MOJAVE — Hoping to spur public support for equipping commercial airplanes with missile defense systems, Northrop Grumman Corp. has unveiled a 6-foot-long canoe-shaped device that would be attached to the belly of an airliner.
The equipment would work by emitting a laser beam that would jam the guidance system of a shoulder-fired missile. Northrop put the device on display last week at Mojave Airport.
For The Record
Los Angeles Times Friday November 18, 2005 Home Edition Main News Part A Page 2 National Desk 1 inches; 41 words Type of Material: Correction
Airliner defense system -- An article in Thursday's Business section about Northrop Grumman Corp. unveiling a missile defense system for commercial aircraft misspelled the last name of the executive vice president for the Air Transport Assn., John Meenan, as John Meanen.
The timing of Northrop's public relations event could not have been better. Hours earlier a federal grand jury in Los Angeles indicted two men on charges of conspiring to smuggle as many as 200 shoulder-fired, surface-to-air missiles into the U.S. Both men, naturalized U.S. citizens of Chinese descent living in Los Angeles, allegedly tried to broker the sale of Chinese-made QW-2 missiles to undercover FBI agents.
The case is the second involving covert sales of shoulder-fired missiles. A British arms dealer was convicted this year in New Jersey of attempting to broker a deal to sell 200 Russian surface-to-air missiles to an East African terrorist group he thought would use them to shoot down commercial airliners in the U.S.
The cases have renewed attention on efforts by the Department of Homeland Security to protect airlines from portable surface-to-air missiles. It also has intensified the debate over the necessity of defensive systems. Domestic airlines, already financially strapped, are balking at moves to equip their jets with the systems, which could cost up to $1 million per plane.
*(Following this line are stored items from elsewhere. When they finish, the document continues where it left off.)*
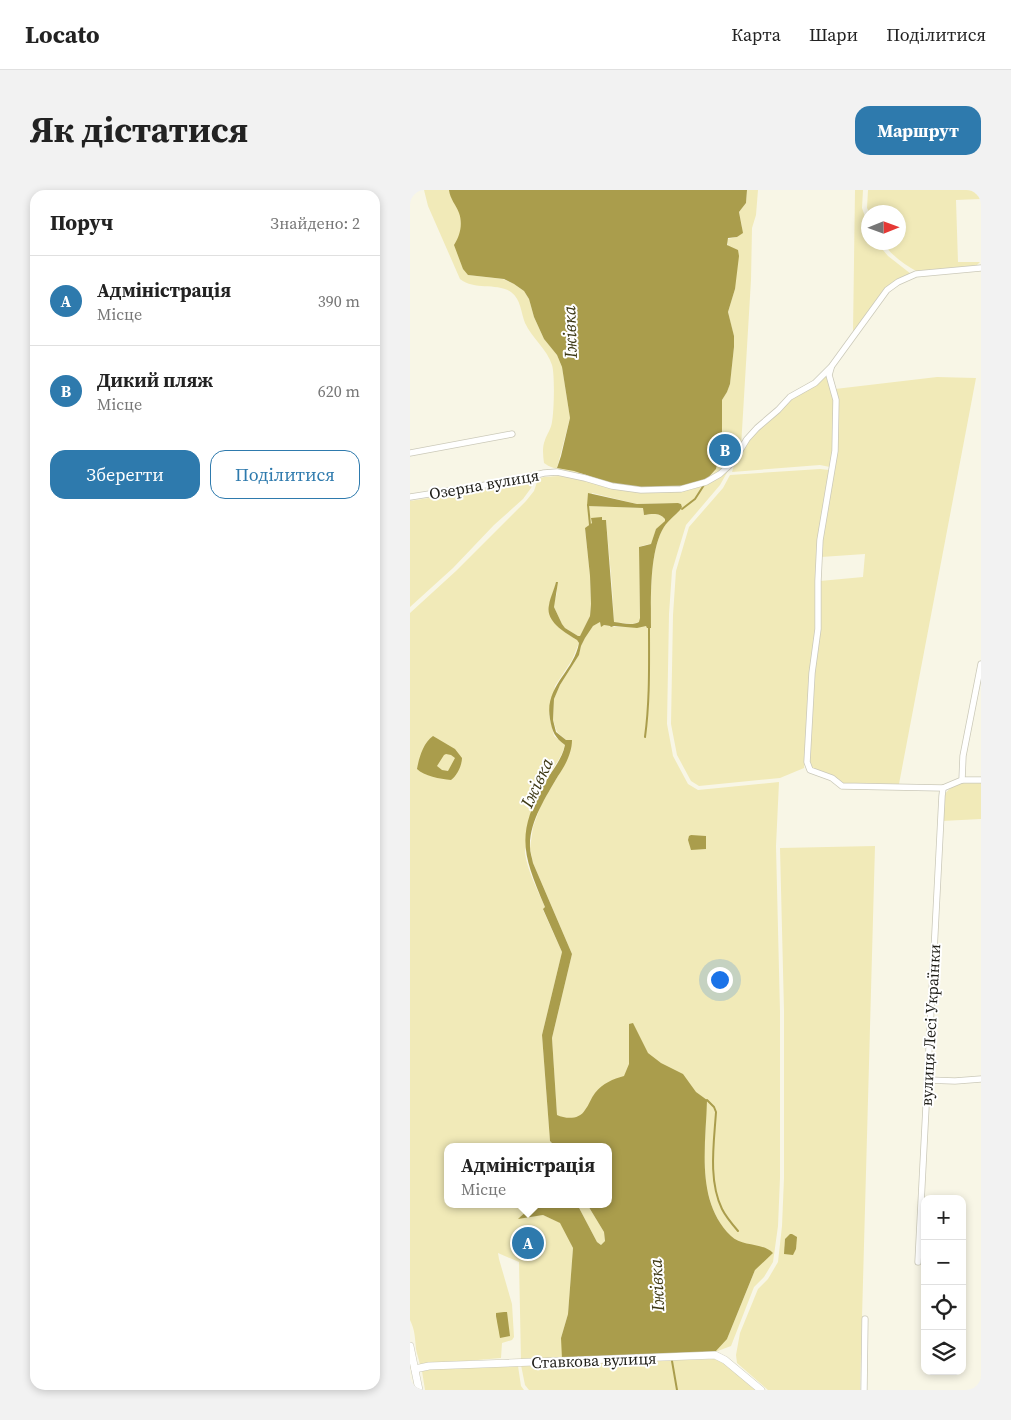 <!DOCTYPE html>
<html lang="uk">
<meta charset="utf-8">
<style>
:root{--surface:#fff;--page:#f2f2f2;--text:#222;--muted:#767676;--line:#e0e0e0;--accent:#2e7aad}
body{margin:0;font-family:"Source Serif 4",serif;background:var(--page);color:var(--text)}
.controls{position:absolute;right:15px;bottom:15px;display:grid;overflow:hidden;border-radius:10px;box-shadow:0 2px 8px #0003}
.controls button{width:45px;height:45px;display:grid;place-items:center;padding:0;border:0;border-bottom:1px solid var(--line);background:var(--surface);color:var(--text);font:25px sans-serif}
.compass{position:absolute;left:451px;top:15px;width:45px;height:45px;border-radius:50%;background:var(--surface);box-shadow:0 2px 8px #0003;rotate:89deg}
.you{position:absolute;left:309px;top:789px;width:18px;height:18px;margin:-12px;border:4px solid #fff;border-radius:50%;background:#1a73e8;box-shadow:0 0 0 8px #1a73e833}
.badge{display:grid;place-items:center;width:32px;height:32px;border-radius:50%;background:var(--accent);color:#fff;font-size:16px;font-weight:700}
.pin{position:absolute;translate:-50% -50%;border:2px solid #fff;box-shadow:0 1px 5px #0006}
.popup{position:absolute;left:34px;top:953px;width:168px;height:65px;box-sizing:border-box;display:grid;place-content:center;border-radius:10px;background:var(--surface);filter:drop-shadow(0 1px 4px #0005);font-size:16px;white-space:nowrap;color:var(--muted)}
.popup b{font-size:19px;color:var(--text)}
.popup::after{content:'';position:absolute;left:50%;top:100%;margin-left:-10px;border:10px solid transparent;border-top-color:var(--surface)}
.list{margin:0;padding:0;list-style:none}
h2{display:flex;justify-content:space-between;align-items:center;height:65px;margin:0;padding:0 20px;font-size:21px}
h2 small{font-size:16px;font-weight:400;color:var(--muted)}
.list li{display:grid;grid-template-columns:32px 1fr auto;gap:15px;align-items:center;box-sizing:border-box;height:90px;padding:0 20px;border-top:1px solid var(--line)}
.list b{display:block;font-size:19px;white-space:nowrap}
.list p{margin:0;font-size:16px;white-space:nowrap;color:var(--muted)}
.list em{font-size:16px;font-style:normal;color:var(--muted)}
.actions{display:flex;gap:10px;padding:15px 20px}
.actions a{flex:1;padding:11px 0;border:1px solid var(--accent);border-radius:15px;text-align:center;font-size:18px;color:var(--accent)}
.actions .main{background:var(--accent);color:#fff}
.icon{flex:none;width:28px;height:28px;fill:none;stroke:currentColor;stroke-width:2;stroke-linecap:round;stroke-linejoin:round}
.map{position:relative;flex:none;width:571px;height:1200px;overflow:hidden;border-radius:15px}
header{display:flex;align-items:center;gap:30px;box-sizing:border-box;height:70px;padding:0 25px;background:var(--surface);border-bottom:1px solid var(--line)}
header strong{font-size:24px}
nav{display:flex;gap:28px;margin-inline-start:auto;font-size:18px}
.intro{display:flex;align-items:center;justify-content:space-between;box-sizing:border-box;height:120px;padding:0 30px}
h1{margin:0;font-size:35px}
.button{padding:12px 22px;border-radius:15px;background:var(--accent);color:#fff;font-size:18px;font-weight:700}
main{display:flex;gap:30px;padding:0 30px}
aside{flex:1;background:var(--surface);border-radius:15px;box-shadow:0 2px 8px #0003}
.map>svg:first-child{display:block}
</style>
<header>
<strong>Locato</strong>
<nav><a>Карта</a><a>Шари</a><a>Поділитися</a></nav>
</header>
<div class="intro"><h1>Як дістатися</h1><a class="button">Маршрут</a></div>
<main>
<aside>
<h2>Поруч<small>Знайдено: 2</small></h2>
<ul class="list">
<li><span class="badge">A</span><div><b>Адміністрація</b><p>Місце</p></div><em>390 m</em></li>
<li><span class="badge">B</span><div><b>Дикий пляж</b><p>Місце</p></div><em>620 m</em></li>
</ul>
<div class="actions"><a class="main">Зберегти</a><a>Поділитися</a></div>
</aside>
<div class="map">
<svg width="571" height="1200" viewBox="0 0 571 1200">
<rect width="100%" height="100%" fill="#f8f6e6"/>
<g fill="#f1eab8" fill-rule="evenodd">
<path d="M 14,0 L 81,0 L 58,85 L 93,89 L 104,94 L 114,101 L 119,109 L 124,127 L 134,149 L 147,165 L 152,177 L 160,228 L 147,278 L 155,275 L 177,285 C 164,281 144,281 134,273 C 133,265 132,257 135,250 C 137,244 141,239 142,232 C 144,222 145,185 142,175 C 137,159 122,148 115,133 C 111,123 111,109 101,102 C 86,92 65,101 50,89 L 18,16 Z"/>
<path d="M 337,0 L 348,0 L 346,25 L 342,38 L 341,90 L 331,257 C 323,272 310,282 296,290 C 299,286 305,282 306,278 C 310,268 308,267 318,262 L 319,258 L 312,253 L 312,210 L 317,202 L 320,194 L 324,157 L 324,147 L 318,122 L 325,99 L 317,51 L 318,49 L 327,47 L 332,37 L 329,22 L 336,13 Z"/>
<polygon points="445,0 453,0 452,18 458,35 458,52 467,53 478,66 501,84 486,90 443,143"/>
<path d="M 458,0 L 571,0 L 571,9 L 546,10 L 548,72 L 570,72 L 566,76 L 508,82 C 495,75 481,65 473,53 L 488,52 L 488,22 L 459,22 L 457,18 Z"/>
<polygon points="416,185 424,210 423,261 420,277 410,275 322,282 325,272 339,250 381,208"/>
<polygon points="527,187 566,188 489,594 433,593 402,579 399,572 410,391 453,387 455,364 411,367 412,351 423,279 425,199"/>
<path d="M 319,279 L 310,295 L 276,335 L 262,381 L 259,424 L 257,534 L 263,566 L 278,594 L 288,600 L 369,592 L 366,656 L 370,822 L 370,988 L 368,1036 L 363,1072 L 354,1087 L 344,1097 L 321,1156 L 305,1162 L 111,1170 L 109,1072 L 88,1063 L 89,1069 L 102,1114 L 104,1147 L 102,1150 L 92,1153 L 91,1168 L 10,1175 C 9,1170 7,1164 6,1159 C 5,1148 5,1140 0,1130 L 0,423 L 46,381 L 116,311 L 124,301 L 128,289 L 134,287 L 149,286 L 271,301 ZM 182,303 L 227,314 L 268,313 L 271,314 L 272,317 C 269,323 259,329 254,337 C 239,361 241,410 241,438 L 236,436 L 203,437 L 194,435 L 191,436 L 190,432 L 183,436 L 175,448 L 171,456 L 169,465 L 150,495 L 144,509 L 143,530 L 147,542 L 156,550 L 155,574 L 131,615 L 123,637 L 120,658 L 123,673 L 162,764 L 142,848 L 147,926 L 160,944 L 296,931 L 294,966 L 296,997 L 303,1020 L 311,1035 L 345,1080 L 317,1149 L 151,1148 L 158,1124 L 163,1058 L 151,1033 L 133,1025 L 110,1028 L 139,1014 L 38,1014 L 38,957 L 146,957 L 140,951 L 132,845 L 152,762 L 133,720 L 135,717 C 128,701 117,680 115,663 C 115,656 132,601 135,592 C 141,579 151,570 155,555 L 144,546 L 139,525 L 145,496 L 162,470 L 169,453 L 167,450 L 156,443 L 139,415 L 146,393 L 147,403 L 144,413 L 144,417 L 152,434 L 155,438 L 168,446 L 170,446 L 180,426 L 181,414 L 180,386 L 175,339 L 182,333 L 196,330 L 202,396 L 204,432 L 222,434 L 230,432 L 229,357 L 235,355 L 241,354 L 246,340 L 255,331 L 255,329 C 249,322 242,324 234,325 L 233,318 L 177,316 Z"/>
<polygon points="410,279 419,280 408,350 406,439 394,578 370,588 289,596 281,591 267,565 261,534 263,425 266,381 279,337 313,298 320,285"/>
<polygon points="125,289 121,298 113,309 84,335 43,378 0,417 0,311 69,300"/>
<path d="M 554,592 L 571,592 L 571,629 L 532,631 C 534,607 529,601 554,592 Z"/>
<polygon points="465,656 450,1200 358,1200 327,1173 326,1165 330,1143 348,1099 358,1089 368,1072 372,1036 374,988 374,821 370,658"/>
<polygon points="167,1014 177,1014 194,1042 195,1051 191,1055 187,1052"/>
<polygon points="304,1169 313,1172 345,1200 119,1200 115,1195 111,1175"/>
<polygon points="108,1176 111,1196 114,1200 15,1200 12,1181 20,1179"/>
</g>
<g fill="#aa9d4c" fill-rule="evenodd">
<path d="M 39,0 L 337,0 L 336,13 L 329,22 L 333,43 L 327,47 L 318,48 L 317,55 L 328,60 L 329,66 L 325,99 L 318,122 L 324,146 L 324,157 L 320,194 L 317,202 L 312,210 L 312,265 L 308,269 L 306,279 L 296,290 L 271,297 L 231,298 L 203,294 L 164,281 L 147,278 L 151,266 L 160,228 L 152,177 L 147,165 L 134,149 L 124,127 L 119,109 L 114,101 L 104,94 L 94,89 L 58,85 L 53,79 L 44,55 C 50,46 53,34 49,23 C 46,15 40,9 39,0 Z"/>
<path d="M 178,303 L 227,314 L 268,313 L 271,314 L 272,317 C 269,323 259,329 254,337 C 239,361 241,410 241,438 L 237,438 L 236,436 L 227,438 L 204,436 L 201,437 L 200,436 L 194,435 L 191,437 L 190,432 L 183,436 L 175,448 L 171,456 L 169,465 L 150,495 L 144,509 L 143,530 L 146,542 L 156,550 L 162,550 C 162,563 155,576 148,586 C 136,607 119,632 120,657 C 120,662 122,668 123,673 L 162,764 L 142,848 L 147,925 C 156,929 169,930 175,920 C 179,915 181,908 185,903 C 193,893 203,889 214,886 L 219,874 L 219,834 L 223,833 L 238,863 L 251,873 L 273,884 L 286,902 L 297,910 C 296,955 285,1011 321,1046 C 332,1057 352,1052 363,1063 L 345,1080 L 317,1149 L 305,1162 L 152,1169 L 151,1148 L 158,1124 L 163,1058 L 150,1033 L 133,1025 L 108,1029 C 116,1021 126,1014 137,1016 L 139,1014 L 167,1014 L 187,1052 L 191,1055 L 195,1051 L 194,1042 L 177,1014 L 198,1014 L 198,957 L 146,957 L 140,951 L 132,845 L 152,762 L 133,719 L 135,717 C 113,665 105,644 135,593 C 142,580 152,570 155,555 C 145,548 142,541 140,529 C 134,496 164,482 169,453 L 167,450 C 156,443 135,432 139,415 C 140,408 144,400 146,392 L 148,392 L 144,417 L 152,434 L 155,438 L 168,446 L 170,446 L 180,426 L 181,414 L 180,386 L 175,338 L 182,333 L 181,328 L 192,327 L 192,330 L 196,330 L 204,432 C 213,433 222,436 229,432 L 230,428 L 229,357 L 241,354 L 246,339 L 255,331 L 255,329 C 249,322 242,324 234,325 L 233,318 L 177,316 Z"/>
<path d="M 23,546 L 45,559 L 52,568 C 52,575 47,586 41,590 C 30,589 14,586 7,579 C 9,568 13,553 23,546 ZM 36,564 L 41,565 L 45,568 L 38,581 L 32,580 L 27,576 L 34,565 Z"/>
<polygon points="281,645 296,646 296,659 281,660 278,650 279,646"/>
<polygon points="380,1044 382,1044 387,1047 386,1059 383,1065 374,1064 375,1049"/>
<polygon points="94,1122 97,1122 100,1146 90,1148 86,1126 86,1123"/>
</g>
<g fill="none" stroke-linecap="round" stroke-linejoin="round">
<g stroke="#aa9d4c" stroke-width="2">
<polyline points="178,315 180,335"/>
<polyline points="272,319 285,309 294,295"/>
<path d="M 235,547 C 240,510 239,473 239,436"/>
<path d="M 297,910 L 304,917 L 306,922 C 304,953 298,990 312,1019 C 316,1027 322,1034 328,1041"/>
<polyline points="262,1171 267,1200"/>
</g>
<defs>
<g id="minor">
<polyline points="421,178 419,185 426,210 425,261 410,350 408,391 408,439 402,483 397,572 400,580 422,588 432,596 533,598"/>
<polyline points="0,263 102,244"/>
<polyline points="0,307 106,290 134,283 147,282 175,288 202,296 231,300 271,299 296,292 310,284 323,272 337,249 347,238 368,220 380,207 405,193 421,177 477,100 488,92 506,84 571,78"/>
<polyline points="552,590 571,590"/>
<polyline points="517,890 545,891 571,889"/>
<polyline points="508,1072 532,606 533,598 552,590 553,566 571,474"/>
<polyline points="454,1200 455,1129"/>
</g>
<g id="tertiary">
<polyline points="0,1156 9,1200"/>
<polyline points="5,1179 19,1176 305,1165 315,1170 351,1200"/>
</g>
</defs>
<use href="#minor" stroke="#cbc9b9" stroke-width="7"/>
<use href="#tertiary" stroke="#cbc9b9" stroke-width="8"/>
<use href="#minor" stroke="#fff" stroke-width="5.5"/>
<use href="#tertiary" stroke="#fff" stroke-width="7"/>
</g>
<g text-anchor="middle" stroke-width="4" stroke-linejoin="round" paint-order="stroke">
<g font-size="16" fill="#1f1e18" stroke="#fff">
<text transform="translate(74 294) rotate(-10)" y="6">Озерна вулиця</text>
<text transform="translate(520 835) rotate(-87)" y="6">вулиця Лесі Українки</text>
<text transform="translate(184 1170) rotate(-2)" y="6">Ставкова вулиця</text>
</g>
<g font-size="18" font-style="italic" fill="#3d3814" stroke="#fff">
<text transform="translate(160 142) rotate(-92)" y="6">Іжівка</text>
<text transform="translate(127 593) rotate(-65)" y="6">Іжівка</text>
<text transform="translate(247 1095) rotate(-93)" y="6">Іжівка</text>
</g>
</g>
</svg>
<div class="controls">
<button>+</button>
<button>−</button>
<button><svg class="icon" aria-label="locate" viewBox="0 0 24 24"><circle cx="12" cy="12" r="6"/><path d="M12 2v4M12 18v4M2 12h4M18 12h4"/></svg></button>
<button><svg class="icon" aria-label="layers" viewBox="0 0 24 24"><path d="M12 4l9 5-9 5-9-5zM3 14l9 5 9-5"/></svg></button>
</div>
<svg class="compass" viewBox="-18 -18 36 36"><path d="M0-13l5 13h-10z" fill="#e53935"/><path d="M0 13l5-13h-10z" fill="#767676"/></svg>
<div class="you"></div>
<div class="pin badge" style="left:118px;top:1053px">A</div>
<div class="popup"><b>Адміністрація</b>Місце</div>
<div class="pin badge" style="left:315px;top:260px">B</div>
</div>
</main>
"It's a huge expenditure of resources to deal with one type of threat," said John Meanen, executive vice president for the Air Transport Assn., which represents major airlines.
The Department of Homeland Security has warned of the widespread availability of portable weapons and that terrorists could use them to shoot down jetliners.
"Airplanes approaching LAX [Los Angeles International Airport] are particularly vulnerable because they are flying over mountains" as they descend, said Jack Pledger, head of the Northrop unit that developed the system.
Thus far, no U.S. passenger plane has been downed by a shoulder-fired missile outside of a combat zone. But 35 foreign civilian aircraft, many in war-torn parts of Africa, have been attacked with shoulder-fired missiles, according to the Transportation Security Administration. Of those, two dozen were shot down, killing 640 people.